The gunmen have communicated with the family of Gao Huayuan, 29, whom security forces believe is being held on Jolo island in the southern Philippines, Mohammad Mentek, eastern Sabah security command director-general, said.
“They have made contact with her family by telephone,” he added.
The Abu Sayyaf, a small band of militants infamous for kidnapping for ransom, are the prime suspects in Wednesday’s abductions of the Chinese tourist and a Filipino resort worker, Marcy Dayawan, 40.
Mohammad said Malaysian authorities believe the two hostages are safe.
“We hope they will be returned safely to their families as soon as possible,” he added.
Mohammad declined to comment on whether the kidnappers had begun ransom negotiations with the Chinese family.
Philippine authorities also believe that the kidnappers are affiliated with Abu Sayyaf “sub-commander” Murphy Ambang Ladjia, who was involved in a spectacular kidnapping of 21 people from another Sabah resort in 2000.
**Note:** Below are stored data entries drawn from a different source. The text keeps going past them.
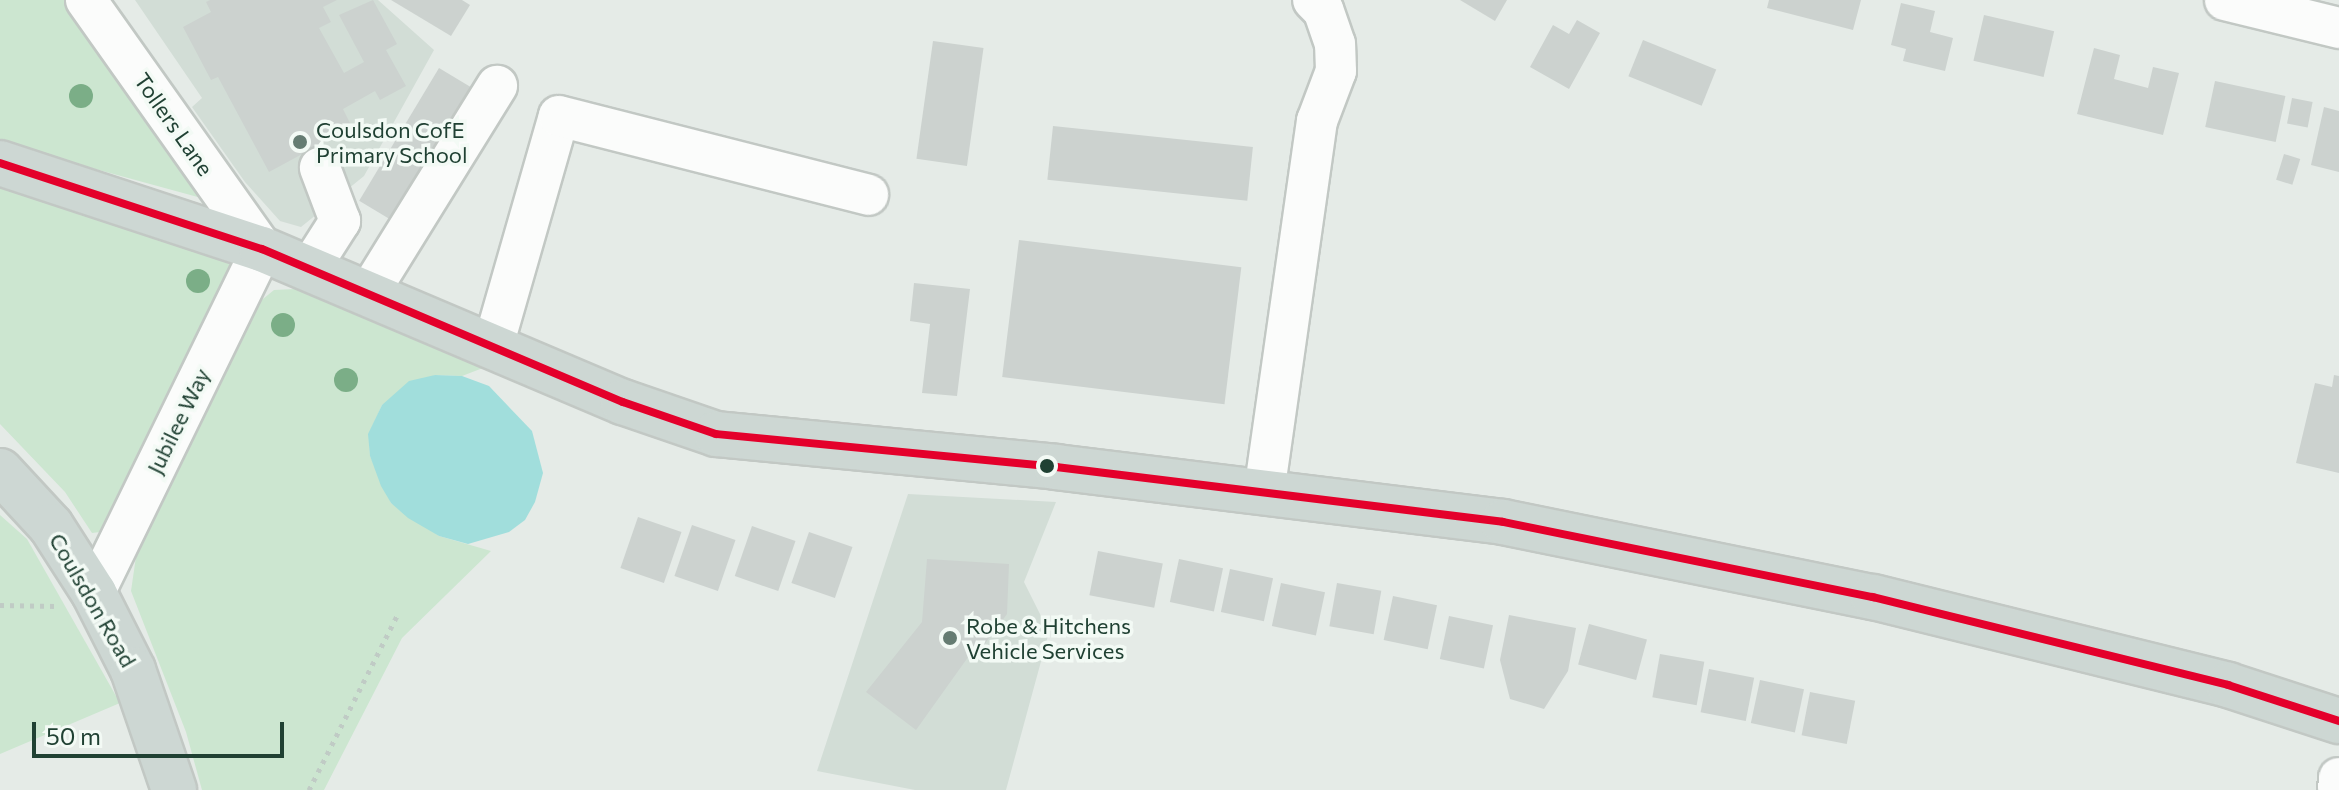 <!DOCTYPE html>
<html>
<head>
<meta charset="utf-8">
<style>
  body { margin:0 }
  #map { position:relative; width:2339px; height:790px; overflow:hidden; background:#e5ebe7; font-family:Commissioner,sans-serif }
  div>[style] { position:absolute }
  .built>* { inset:0; background:#d2ddd6 }
  .green>* { inset:0; background:#cce6d0 }
  .water>* { inset:0; background:#a1dedc }
  .building>* { inset:0; background:#ccd2cf; transform-origin:0 0 }
  .path>* { height:5px; margin-top:-2.5px; transform-origin:0; background:repeating-linear-gradient(90deg,#c0cbc5 0 4px,transparent 0 10px) }
  .roads { filter:drop-shadow(2px 0 #c2c8c4) drop-shadow(-2px 0 #c2c8c4) drop-shadow(0 2px #c2c8c4) drop-shadow(0 -2px #c2c8c4) }
  .minor>* { height:40px; margin:-20px; padding:0 20px; transform-origin:20px; border-radius:20px; background:#fbfcfb }
  .major>* { height:44px; margin:-22px; padding:0 22px; transform-origin:22px; border-radius:22px; background:#cdd7d3 }
  .bus-1>* { height:8px; margin:-4px; padding:0 4px; transform-origin:4px; border-radius:4px; background:#e4002b }
  .trees>* { width:24px; height:24px; margin:-12px; border-radius:50%; background:#7bae87 }
  .dots>* { width:22px; height:22px; translate:-50% -50%; box-sizing:border-box; border:4px solid #f3faf5; border-radius:50% }
  span { translate:-50% -50%; white-space:nowrap; text-align:center; line-height:1.15; -webkit-text-stroke:7px #f3faf5; paint-order:stroke }
  .street-label { font-size:22px; color:#204133 }
  .poi-label { font-size:22px; color:#204133 }
  .left { translate:0 -50%; text-align:left }
  .scale { position:absolute; left:32px; top:722px; width:252px; height:36px; box-sizing:border-box; border:4px solid #204133; border-top:0; padding-left:10px; font-size:24px; line-height:28px; white-space:nowrap; color:#204133; -webkit-text-stroke:6px #f3faf5; paint-order:stroke }
</style>
</head>
<body>
<div id="map">
  <div class="built">
    <div style="clip-path:polygon(135px 0,378px 0,434px 50px,364px 176px,301px 227px,280px 221px,245px 182px,192px 107px,202px 98px)"></div>
    <div style="clip-path:polygon(908px 494px,1056px 502px,1024px 582px,1049px 632px,1006px 790px,915px 790px,817px 771px)"></div>
  </div>
  <div class="green">
    <div style="clip-path:polygon(0 0,68px 0,205px 199px,0 143px)"></div>
    <div style="clip-path:polygon(0 181px,215px 248px,232px 268px,108px 531px,92px 533px,65px 492px,0 424px)"></div>
    <div style="clip-path:polygon(316px 288px,488px 366px,462px 376px,435px 375px,382px 405px,369px 434px,370px 456px,391px 503px,439px 536px,491px 551px,402px 638px,324px 790px,202px 790px,186px 732px,131px 591px,138px 543px,248px 311px,274px 290px)"></div>
    <div style="clip-path:polygon(0 515px,27px 539px,120px 703px,0 754px)"></div>
  </div>
  <div class="water">
    <div style="clip-path:polygon(435px 375px,462px 376px,489px 386px,532px 431px,543px 473px,535px 502px,525px 520px,509px 532px,468px 544px,439px 536px,408px 518px,391px 503px,381px 486px,370px 456px,368px 434px,382px 405px,409px 381px)"></div>
  </div>
  <div class="building">
    <div style="clip-path:polygon(210px 0,337px 0,323px 7px,331px 22px,319px 28px,344px 73px,364px 62px,339px 15px,373px 0,397px 44px,386px 50px,406px 86px,380px 100px,375px 91px,343px 109px,352px 127px,269px 172px,218px 77px,211px 80px,183px 27px,211px 12px,206px 2px)"></div>
    <div style="clip-path:polygon(391px 0,462px 0,470px 5px,451px 36px)"></div>
    <div style="clip-path:polygon(1460px 0,1507px 0,1495px 21px)"></div>
    <div style="clip-path:polygon(1769px 0,1861px 0,1853px 30px,1767px 8px)"></div>
    <div style="clip-path:polygon(1901px 3px,1935px 11px,1930px 32px,1953px 38px,1945px 71px,1903px 61px,1906px 49px,1891px 45px)"></div>
    <div style="left:1984px;top:15px;width:72px;height:47px;rotate:13deg"></div>
    <div style="clip-path:polygon(1577px 20px,1600px 33px,1569px 89px,1530px 67px,1553px 25px,1569px 34px)"></div>
    <div style="left:1643px;top:40px;width:79px;height:39px;rotate:22deg"></div>
    <div style="left:933px;top:41px;width:51px;height:119px;rotate:8deg"></div>
    <div style="clip-path:polygon(2094px 48px,2120px 55px,2114px 79px,2148px 88px,2153px 67px,2179px 73px,2163px 135px,2077px 114px)"></div>
    <div style="left:439px;top:68px;width:50px;height:155px;rotate:31deg"></div>
    <div style="left:2215px;top:81px;width:72px;height:47px;rotate:12deg"></div>
    <div style="left:2292px;top:98px;width:21px;height:26px;rotate:11deg"></div>
    <div style="clip-path:polygon(2324px 107px,2339px 111px,2339px 172px,2311px 165px)"></div>
    <div style="left:1053px;top:126px;width:201px;height:54px;rotate:6deg"></div>
    <div style="left:2284px;top:154px;width:17px;height:27px;rotate:17deg"></div>
    <div style="left:1019px;top:240px;width:224px;height:138px;rotate:7deg"></div>
    <div style="clip-path:polygon(914px 283px,970px 289px,957px 396px,922px 393px,930px 324px,910px 321px)"></div>
    <div style="clip-path:polygon(2334px 375px,2339px 376px,2339px 473px,2296px 463px,2315px 383px,2332px 387px)"></div>
    <div style="left:638px;top:517px;width:46px;height:54px;rotate:19deg"></div>
    <div style="left:692px;top:525px;width:46px;height:54px;rotate:19deg"></div>
    <div style="left:752px;top:526px;width:46px;height:53px;rotate:19deg"></div>
    <div style="left:809px;top:532px;width:46px;height:54px;rotate:19deg"></div>
    <div style="left:1098px;top:551px;width:66px;height:45px;rotate:11deg"></div>
    <div style="clip-path:polygon(927px 559px,1009px 564px,1007px 614px,975px 657px,971px 653px,916px 730px,866px 692px,922px 622px)"></div>
    <div style="left:1179px;top:559px;width:45px;height:44px;rotate:12deg"></div>
    <div style="left:1230px;top:569px;width:44px;height:44px;rotate:12deg"></div>
    <div style="left:1281px;top:583px;width:45px;height:44px;rotate:12deg"></div>
    <div style="left:1337px;top:583px;width:45px;height:44px;rotate:10deg"></div>
    <div style="left:1393px;top:596px;width:45px;height:45px;rotate:12deg"></div>
    <div style="clip-path:polygon(1509px 615px,1576px 628px,1568px 671px,1544px 709px,1510px 699px,1500px 660px)"></div>
    <div style="left:1449px;top:616px;width:45px;height:44px;rotate:12deg"></div>
    <div style="left:1589px;top:624px;width:60px;height:42px;rotate:15deg"></div>
    <div style="left:1660px;top:654px;width:45px;height:44px;rotate:10deg"></div>
    <div style="left:1709px;top:669px;width:46px;height:44px;rotate:11deg"></div>
    <div style="left:1760px;top:680px;width:45px;height:44px;rotate:12deg"></div>
    <div style="left:1810px;top:692px;width:46px;height:44px;rotate:11deg"></div>
  </div>
  <div class="path">
    <div style="left:0;top:605px;width:56px;rotate:1deg"></div>
    <div style="left:309px;top:790px;width:197px;rotate:-63.2deg"></div>
  </div>
  <div class="roads">
    <div class="minor">
      <div style="left:86px;top:0;width:305px;rotate:54.7deg"></div>
      <div style="left:262px;top:249px;width:383px;rotate:116deg"></div>
      <div style="left:2225px;top:0;width:117px;rotate:13.8deg"></div>
      <div style="left:310px;top:268px;width:56px;rotate:-57.4deg"></div>
      <div style="left:340px;top:221px;width:57px;rotate:-110.7deg"></div>
      <div style="left:368px;top:294px;width:245px;rotate:-58.2deg"></div>
      <div style="left:493px;top:346px;width:239px;rotate:-74deg"></div>
      <div style="left:559px;top:116px;width:319px;rotate:14.3deg"></div>
      <div style="left:1264px;top:493px;width:376px;rotate:-81.9deg"></div>
      <div style="left:1317px;top:121px;width:53px;rotate:-69.2deg"></div>
      <div style="left:1336px;top:71px;width:27px;rotate:-92deg"></div>
      <div style="left:1335px;top:44px;width:36px;rotate:-109deg"></div>
      <div style="left:1323px;top:10px;width:14px;rotate:-135deg"></div>
      <div style="left:2338px;top:790px;width:12px;rotate:-85deg"></div>
    </div>
    <div class="major">
      <div style="left:0;top:163px;width:276px;rotate:18.2deg"></div>
      <div style="left:262px;top:249px;width:392px;rotate:23deg"></div>
      <div style="left:623px;top:402px;width:98px;rotate:19deg"></div>
      <div style="left:716px;top:434px;width:342px;rotate:5.5deg"></div>
      <div style="left:1056px;top:467px;width:450px;rotate:7deg"></div>
      <div style="left:1503px;top:522px;width:378px;rotate:11.5deg"></div>
      <div style="left:1873px;top:597px;width:366px;rotate:13.9deg"></div>
      <div style="left:2228px;top:685px;width:117px;rotate:18deg"></div>
      <div style="left:0;top:471px;width:75px;rotate:47.2deg"></div>
      <div style="left:51px;top:526px;width:80px;rotate:57.3deg"></div>
      <div style="left:94px;top:593px;width:86px;rotate:63.1deg"></div>
      <div style="left:133px;top:670px;width:127px;rotate:71.1deg"></div>
    </div>
  </div>
  <div class="bus-1">
    <div style="left:0;top:163px;width:276px;rotate:18.2deg"></div>
    <div style="left:262px;top:249px;width:392px;rotate:23deg"></div>
    <div style="left:623px;top:402px;width:98px;rotate:19deg"></div>
    <div style="left:716px;top:434px;width:342px;rotate:5.5deg"></div>
    <div style="left:1056px;top:467px;width:450px;rotate:7deg"></div>
    <div style="left:1503px;top:522px;width:378px;rotate:11.5deg"></div>
    <div style="left:1873px;top:597px;width:366px;rotate:13.9deg"></div>
    <div style="left:2228px;top:685px;width:117px;rotate:18deg"></div>
  </div>
  <div class="trees">
    <div style="left:81px;top:96px"></div>
    <div style="left:198px;top:281px"></div>
    <div style="left:283px;top:325px"></div>
    <div style="left:346px;top:380px"></div>
  </div>
  <div class="dots">
    <div style="left:300px;top:142px;background:#657c72"></div>
    <div style="left:1047px;top:466px;background:#204133"></div>
    <div style="left:950px;top:638px;background:#657c72"></div>
  </div>
  <div class="street-label">
    <span style="left:174px;top:124px;rotate:55deg">Tollers Lane</span>
    <span style="left:178px;top:421px;rotate:-64deg">Jubilee Way</span>
    <span style="left:93px;top:600px;rotate:60deg">Coulsdon Road</span>
  </div>
  <div class="poi-label">
    <span class="left" style="left:316px;top:142px">Coulsdon CofE<br>Primary School</span>
    <span class="left" style="left:966px;top:638px">Robe &amp; Hitchens<br>Vehicle Services</span>
  </div>
  <div class="scale">50 m</div>
</div>
</body>
</html>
Military officials said an extensive search operations for the two victims and their captors led by the Western Mindanao Command (Westmincom) continue in Basilan and Tawi-Tawi provinces.
Lt. Gen. Rustic Guerrero, Westmincom commander, said the operations started on April 3, a day after the kidnapping. He said suspected boats are being intercepted by a naval team.
Guerrero refused to specify which areas are being searched so as not to jeopardize ongoing military operations. But he said authorities focused their search in Tawi-Tawi and Sulu province.
The Westmincom chief explained that their information about the whereabouts of the kidnap victims were based on the tips of military informants and residents. But these are yet to be validated.
“So we cannot categorically say they are here or they are there,” Guerrero said.
The abduction of the Chinese tourist and the Filipino was similar to the April 23, 2000 Sipadan kidnapping wherein 21 tourists were abducted by Abu Sayyaf members and brought to their hideout in Jolo, Sulu.
The Abu Sayyaf is notorious for beheading their victims.
In 2001, it also abducted 20 people at the Dos Palmas Resort on Honda Bay, Palawan, that resulted in the deaths of at least five hostages, including two Americans, Guillermo Sobero and Martin Burnham.
Twenty of those hostages — many of whom were Europeans and other foreign tourists — were released within five months, reportedly after hefty ransoms were paid.
A final Filipino captive was held until 2003.
The Abu Sayyaf has only a few hundred gunmen but has been blamed for the worst terror attacks in Philippine history, including bombings and kidnappings that have often targeted foreigners or Christians.
The group is believed to still be holding other foreign hostages, including two European bird-watchers abducted in Tawi-Tawi in February 2012.